Although we are all relieved by the release of Captain Richard Phillips from his Somalia captors, there seems to be much more to the story than is being reported. First of all, Captain Phillips' ship, the Maersk Alabama, is part of the fleet owned by the Denmark-based Moller-Maersk company, which is one of the US Department of Defense’s primary shipping contractors. However, according to the DoD, it was not under contract at the time it was overtaken. But the Maersk Alabama, a ship used by the US DoD and carrying an all American crew, was supposedly delivering food aid to Kenya and going right through the so called pirate infested waters off Somalia. Why did they not simply avoid those waters? Some have suggested that it was a provocation, done as a prelude to a US military intervention on the horn of Africa. As former UN Ambassador John Bolton said on April 11, we need a “coalition of the willing” to invade Somalia.
Other important questions are, who are these pirates? Why do other countries not have such bands of pirates? Recently, a New York Times article quoted one of them, Sugule Ali, as saying, “We don’t consider ourselves sea bandits...we consider sea bandits those who illegally fish in our seas and dump wastes in our seas and carry weapons in our seas.” Every country claims 12 miles beyond its shores as its territorial waters and an additional 250 miles as its “exclusive economic zone.” Each country is allowed to control all economic activities in these waters.
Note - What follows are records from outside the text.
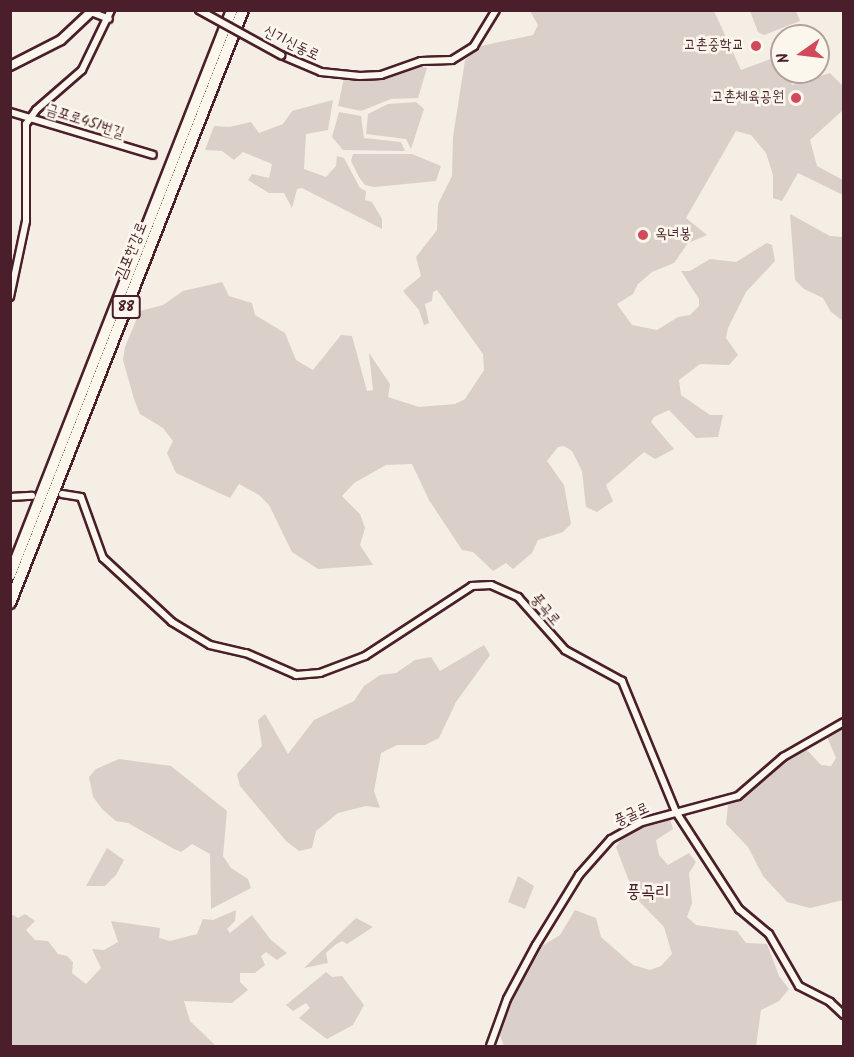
<!DOCTYPE html>
<html>
<head>
<meta charset="utf-8">
<style>
  body { margin:0 }
  #map { position:relative; width:854px; height:1057px; overflow:hidden; background:#f4eee4; font-family:Kalam,"Poor Story",sans-serif }
  div>[style] { position:absolute }
  .green>* { inset:0; background:#dbd0c9 }
  .roads { filter:drop-shadow(2px 0 #4a1f2b) drop-shadow(-2px 0 #4a1f2b) drop-shadow(0 2px #4a1f2b) drop-shadow(0 -2px #4a1f2b) }
  .street>* { height:6px; margin:-3px; padding:0 3px; transform-origin:3px; border-radius:3px; background:#fbf7ec }
  .secondary>* { height:8px; margin:-4px; padding:0 4px; transform-origin:4px; border-radius:4px; background:#fbf7ec }
  .highway>* { height:10px; margin:-5px; padding:0 5px; transform-origin:5px; border-radius:5px; background:#fbf7ec }
  .bridges { filter:drop-shadow(2px 0 #4a1f2b) drop-shadow(-2px 0 #4a1f2b) drop-shadow(0 2px #4a1f2b) drop-shadow(0 -2px #4a1f2b) }
  .street-bridge>* { height:6px; margin:-3px; padding:0 3px; transform-origin:3px; border-radius:3px; background:#fbf7ec }
  .dots>* { width:16px; height:16px; translate:-50% -50%; box-sizing:border-box; border:3px solid #fbf7ec; border-radius:50% }
  span { translate:-50% -50%; white-space:nowrap; text-align:center; line-height:1.15; -webkit-text-stroke:5px #fbf7ec; paint-order:stroke }
  .shield-label span { padding:2px 4px; background:#fbf7ec; border:2px solid; border-radius:4px; -webkit-text-stroke-width:0 }
  .shield-label { font-size:14px; color:#4a1f2b; font-weight:700 }
  .street-label { font-size:15px; color:#4a1f2b }
  .poi-label { font-size:15px; color:#4a1f2b }
  .right { translate:-100% -50%; text-align:right }
  .left { translate:0 -50%; text-align:left }
  .quarter-label { font-size:18px; color:#4a1f2b }
  .frame { position:absolute; inset:0; border:12px solid #4a1f2b; pointer-events:none }
  .north { position:absolute; left:770px; top:24px; width:60px; height:60px; box-sizing:border-box; background:#fbf7ec; border:2px solid #b4a19f; border-radius:50%; rotate:256deg; font-size:16px; font-weight:700; line-height:24px; text-align:center; color:#4a1f2b }
  .north::after { content:''; display:block; margin:auto; width:21px; height:27px; background:#d1495b; clip-path:polygon(50% 0,100% 100%,50% 72%,0 100%) }
</style>
</head>
<body>
<div id="map">
  <div class="green">
    <div style="clip-path:polygon(530px 11px,714px 11px,741px 70px,781px 55px,782px 72px,787px 72px,792px 85px,830px 73px,843px 86px,843px 110px,810px 140px,817px 166px,843px 180px,843px 195px,798px 173px,782px 201px,773px 198px,773px 175px,766px 153px,751px 135px,736px 131px,686px 218px,707px 235px,688px 243px,674px 263px,652px 272px,638px 284px,633px 294px,617px 304px,632px 325px,657px 330px,678px 317px,690px 315px,699px 306px,699px 299px,681px 271px,690px 271px,710px 259px,736px 262px,767px 243px,772px 245px,775px 261px,746px 292px,728px 328px,726px 338px,738px 355px,729px 365px,700px 364px,679px 380px,681px 395px,710px 415px,723px 415px,718px 437px,696px 438px,669px 410px,654px 417px,651px 422px,674px 449px,655px 459px,644px 452px,606px 485px,613px 501px,597px 512px,586px 507px,582px 471px,572px 451px,564px 446px,558px 447px,547px 461px,564px 485px,571px 524px,563px 532px,538px 540px,532px 553px,513px 569px,506px 563px,493px 571px,473px 552px,462px 550px,429px 500px,412px 464px,386px 465px,354px 483px,342px 496px,360px 514px,365px 528px,360px 545px,373px 565px,318px 569px,292px 552px,269px 505px,259px 495px,239px 484px,230px 498px,176px 473px,167px 453px,173px 441px,163px 428px,140px 414px,134px 399px,123px 360px,125px 347px,140px 311px,163px 305px,183px 291px,222px 282px,229px 296px,252px 303px,255px 315px,285px 333px,296px 360px,313px 370px,341px 335px,352px 336px,367px 391px,373px 390px,369px 353px,390px 384px,388px 397px,419px 407px,455px 404px,465px 399px,484px 370px,483px 354px,437px 290px,433px 292px,432px 301px,425px 304px,429px 323px,424px 325px,419px 310px,403px 291px,421px 276px,416px 257px,437px 230px,438px 204px,452px 176px,453px 137px,465px 60px,481px 46px,533px 35px,538px 25px)"></div>
    <div style="clip-path:polygon(750px 11px,796px 11px,800px 21px,764px 35px,758px 32px)"></div>
    <div style="clip-path:polygon(419px 66px,427px 68px,418px 98px,391px 99px,361px 111px,338px 106px,344px 78px,373px 78px)"></div>
    <div style="clip-path:polygon(333px 100px,328px 130px,306px 134px,304px 169px,326px 177px,336px 166px,337px 156px,344px 158px,360px 188px,366px 191px,365px 200px,372px 202px,382px 219px,382px 229px,302px 188px,297px 189px,292px 208px,284px 193px,269px 193px,248px 180px,252px 174px,269px 178px,272px 164px,243px 152px,234px 160px,222px 151px,205px 150px,214px 126px,229px 127px,251px 122px,259px 133px,283px 124px,292px 111px)"></div>
    <div style="clip-path:polygon(416px 102px,424px 109px,411px 149px,406px 139px,366px 134px,368px 114px,388px 104px)"></div>
    <div style="clip-path:polygon(339px 112px,361px 116px,364px 138px,401px 142px,405px 151px,343px 150px,332px 137px)"></div>
    <div style="clip-path:polygon(353px 154px,412px 154px,441px 166px,436px 181px,374px 187px,365px 185px,359px 177px,351px 161px)"></div>
    <div style="clip-path:polygon(790px 214px,830px 236px,843px 237px,843px 321px,831px 312px,823px 298px,804px 289px,795px 280px)"></div>
    <div style="clip-path:polygon(484px 645px,490px 655px,456px 702px,439px 738px,425px 745px,397px 745px,381px 753px,374px 791px,380px 808px,366px 806px,338px 813px,316px 831px,312px 848px,299px 851px,286px 841px,240px 786px,237px 774px,262px 746px,258px 720px,265px 714px,288px 754px,314px 720px,354px 701px,364px 686px,380px 675px,396px 673px,415px 660px,431px 657px,440px 671px)"></div>
    <div style="clip-path:polygon(843px 727px,843px 900px,810px 908px,787px 902px,763px 876px,748px 847px,726px 824px,728px 805px,753px 789px,775px 767px,806px 749px,821px 765px,831px 766px,836px 758px,827px 737px)"></div>
    <div style="clip-path:polygon(119px 759px,171px 766px,227px 811px,223px 856px,231px 868px,248px 879px,251px 888px,211px 909px,210px 854px,192px 844px,181px 852px,174px 849px,128px 823px,116px 821px,103px 810px,93px 797px,89px 777px,96px 769px)"></div>
    <div style="clip-path:polygon(670px 819px,673px 829px,656px 840px,659px 855px,668px 865px,689px 853px,696px 862px,689px 873px,692px 903px,687px 917px,696px 925px,737px 931px,746px 943px,767px 944px,779px 976px,789px 989px,779px 1001px,761px 1010px,756px 1046px,504px 1046px,497px 1028px,512px 993px,537px 949px,560px 935px,575px 910px,596px 918px,601px 937px,633px 965px,650px 970px,661px 966px,672px 954px,664px 927px,635px 897px,616px 847px,627px 831px)"></div>
    <div style="clip-path:polygon(107px 848px,124px 860px,116px 875px,105px 886px,86px 886px)"></div>
    <div style="clip-path:polygon(518px 876px,534px 886px,525px 909px,508px 902px)"></div>
    <div style="clip-path:polygon(236px 910px,235px 921px,227px 929px,230px 933px,252px 915px,271px 940px,287px 953px,277px 960px,266px 952px,261px 956px,265px 965px,255px 973px,240px 973px,240px 982px,248px 990px,232px 1003px,184px 1001px,190px 1021px,216px 1046px,11px 1046px,11px 914px,18px 918px,25px 914px,35px 921px,26px 930px,35px 940px,48px 941px,58px 954px,67px 956px,73px 962px,72px 973px,86px 984px,101px 968px,92px 949px,104px 950px,118px 942px,111px 921px,160px 928px,159px 938px,170px 941px,197px 934px,203px 919px,213px 920px)"></div>
    <div style="clip-path:polygon(356px 918px,373px 927px,347px 944px,342px 941px,335px 945px,326px 953px,328px 963px,304px 968px)"></div>
    <div style="clip-path:polygon(326px 972px,332px 977px,342px 976px,364px 1005px,353px 1025px,327px 1039px,299px 1018px,310px 1008px,306px 1003px,293px 1011px,286px 1005px)"></div>
  </div>
  <div class="roads">
    <div class="street">
      <div style="left:91px;top:12px;width:19px;rotate:21deg"></div>
      <div style="left:281px;top:55px;width:43px;rotate:23deg"></div>
      <div style="left:321px;top:72px;width:39px;rotate:6deg"></div>
      <div style="left:360px;top:76px;width:21px;rotate:-3deg"></div>
      <div style="left:381px;top:75px;width:42px;rotate:-19.3deg"></div>
      <div style="left:421px;top:61px;width:31px;rotate:-2deg"></div>
      <div style="left:452px;top:60px;width:26px;rotate:-32deg"></div>
      <div style="left:474px;top:46px;width:42px;rotate:-58.6deg"></div>
      <div style="left:10px;top:112px;width:149px;rotate:16.7deg"></div>
      <div style="left:10px;top:297px;width:78px;rotate:-78.1deg"></div>
      <div style="left:26px;top:221px;width:97px;rotate:-90deg"></div>
      <div style="left:26px;top:124px;width:17px;rotate:-54deg"></div>
      <div style="left:36px;top:110px;width:61px;rotate:-41deg"></div>
      <div style="left:82px;top:70px;width:67px;rotate:-64.2deg"></div>
      <div style="left:62px;top:494px;width:19px;rotate:9deg"></div>
      <div style="left:81px;top:497px;width:65px;rotate:70.2deg"></div>
      <div style="left:103px;top:558px;width:94px;rotate:42.8deg"></div>
      <div style="left:172px;top:622px;width:44px;rotate:31.2deg"></div>
      <div style="left:210px;top:645px;width:37px;rotate:13deg"></div>
      <div style="left:246px;top:653px;width:55px;rotate:23.7deg"></div>
      <div style="left:296px;top:675px;width:24px;rotate:-5deg"></div>
      <div style="left:320px;top:673px;width:48px;rotate:-20.7deg"></div>
      <div style="left:365px;top:656px;width:128px;rotate:-33.2deg"></div>
      <div style="left:472px;top:586px;width:19px;rotate:-3deg"></div>
      <div style="left:491px;top:585px;width:30px;rotate:24deg"></div>
      <div style="left:518px;top:597px;width:71px;rotate:48.4deg"></div>
      <div style="left:565px;top:650px;width:65px;rotate:28.5deg"></div>
      <div style="left:622px;top:681px;width:142px;rotate:67.6deg"></div>
      <div style="left:676px;top:812px;width:116px;rotate:57deg"></div>
      <div style="left:739px;top:909px;width:39px;rotate:40deg"></div>
      <div style="left:769px;top:934px;width:60px;rotate:60deg"></div>
      <div style="left:799px;top:986px;width:35px;rotate:27deg"></div>
      <div style="left:830px;top:1002px;width:19px;rotate:43deg"></div>
      <div style="left:10px;top:497px;width:22px;rotate:-3deg"></div>
      <div style="left:490px;top:1046px;width:50px;rotate:-70.1deg"></div>
      <div style="left:507px;top:999px;width:61px;rotate:-61.8deg"></div>
      <div style="left:536px;top:945px;width:82px;rotate:-58.4deg"></div>
      <div style="left:579px;top:875px;width:48px;rotate:-48.4deg"></div>
      <div style="left:611px;top:839px;width:35px;rotate:-29deg"></div>
      <div style="left:642px;top:822px;width:99px;rotate:-15.2deg"></div>
      <div style="left:738px;top:796px;width:60px;rotate:-40.9deg"></div>
      <div style="left:783px;top:757px;width:70px;rotate:-29.8deg"></div>
    </div>
    <div class="secondary">
      <div style="left:10px;top:66px;width:57px;rotate:-27deg"></div>
      <div style="left:61px;top:40px;width:44px;rotate:-43.2deg"></div>
    </div>
    <div class="highway">
      <div style="left:10px;top:575px;width:607px;rotate:-68.55deg"></div>
      <div style="left:10px;top:603px;width:637px;rotate:-68.55deg"></div>
    </div>
  </div>
  <div class="bridges">
    <div class="street-bridge">
      <div style="left:199px;top:10px;width:94px;rotate:28.8deg"></div>
    </div>
  </div>
  <div class="dots">
    <div style="left:756px;top:46px;background:#d1495b"></div>
    <div style="left:796px;top:98px;background:#d1495b"></div>
    <div style="left:643px;top:235px;background:#d1495b"></div>
  </div>
  <div class="shield-label">
    <span style="left:126px;top:307px">88</span>
  </div>
  <div class="street-label">
    <span style="left:291px;top:44px;rotate:26deg">신기신동로</span>
    <span style="left:85px;top:122px;rotate:18deg">금포로451번길</span>
    <span style="left:132px;top:251px;rotate:-68deg">김포한강로</span>
    <span style="left:545px;top:610px;rotate:50deg">풍곡로</span>
    <span style="left:632px;top:815px;rotate:-24deg">풍굴로</span>
  </div>
  <div class="poi-label">
    <span class="right" style="left:744px;top:46px">고촌중학교</span>
    <span class="right" style="left:784px;top:98px">고촌체육공원</span>
    <span class="left" style="left:655px;top:235px">옥녀봉</span>
  </div>
  <div class="quarter-label">
    <span style="left:648px;top:893px">풍곡리</span>
  </div>
  <div class="frame"></div>
  <div class="north">N</div>
</div>
</body>
</html>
After the Somali civil war in the late 1980's, the central government was no longer able to patrol and control activity in these waters. Fleets from other countries started fishing in this area, devastating the Somalia fishing industry; other countries started dumping industrial waste off the Somalia coast, including nuclear waste that sickened the coastal populations. Around that time, the Somalia fishing cooperatives banded together to patrol their waters and save their industry and people. Instead of the US and other advanced countries' condemning and stopping the illegal activities of other countries off the Somalia coast, they branded the Somalian protectors as "pirates," and they are now on a full scale campaign to stop them.
The word pirate is just one in a growing lexicon used by our government and the media to sway public opinion. If we don’t like a government, its leaders are "war lords." If a band of people don’t like what the US is doing in their country and try to stop it, they are "terrorists," and if fishing cooperatives band together to protect their territorial waters, they are "pirates."
Certainly, some of these so called pirates are out for their own economic gain. But there is illegal activity in all devastatingly poor areas around the world, including in inner cities of the US. Using strong-armed tactics against the Somalian people will never correct the situation, because it doesn’t deal with the underlying problem of the wealthy nations taking advantage of the poor.